Yamazaki Sōkan
Author
1465 – 1553
Who was Yamazaki Sōkan?
Yamazaki Sōkan was a renga and haikai poet from Ōmi Province, Japan. His real name was Shina Norishige, and he was also called Yasaburō; "Yamazaki Sōkan" was a pen-name.
Originally serving as a court calligrapher for the ninth Ashikaga shogun, Ashikaga Yoshihisa, the poet became a Buddhist monk and entered seclusion following the shogun's death in 1489. Traveling through Settsu and Yamashiro provinces, he finally settled in a place called Yamazaki.
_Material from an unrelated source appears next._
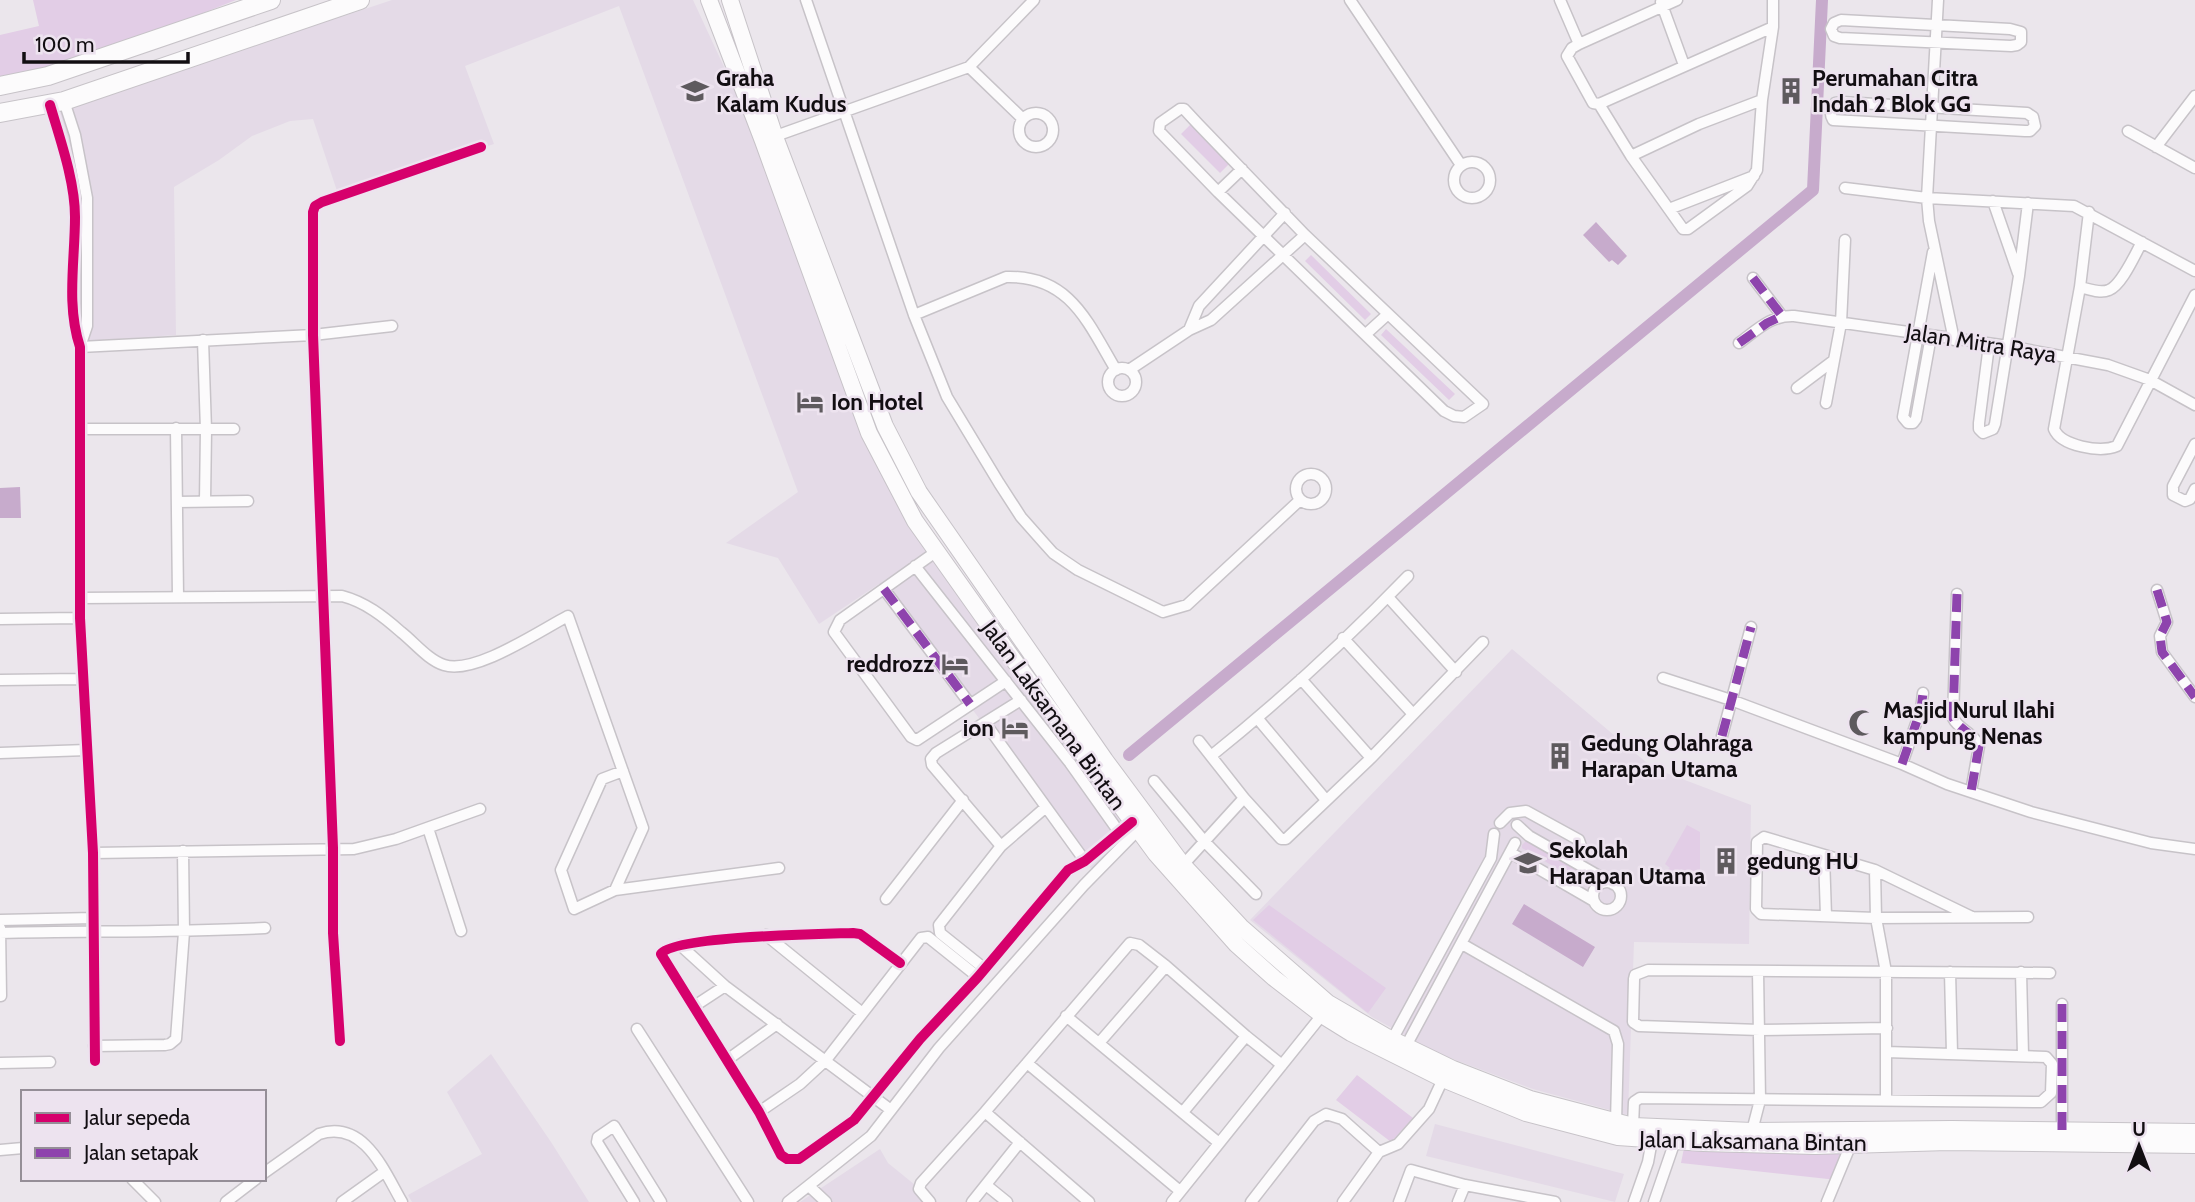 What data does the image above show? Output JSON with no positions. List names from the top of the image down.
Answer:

Establishing his hermitage, which he named Taigetsu-an, he adopted the name Yamazaki Sōkan.
He left Yamazaki in 1523, and settled five years later in the town of Kan'onji, in Sanuki province. On the grounds of Kōshōji, he made a hermitage for himself called Ichiya-an, and would spend the rest of his life there composing poems. Though his poems were not widely distributed at first, they were soon compiled into a text called Daitsukubashū. He also compiled and edited Inu-tsukuba-shū, another important anthology of renga and haikai poems. His unrefined style came to be quite influential, and inspired the development of the danrin style of poetry which emerged fully in the early 17th century.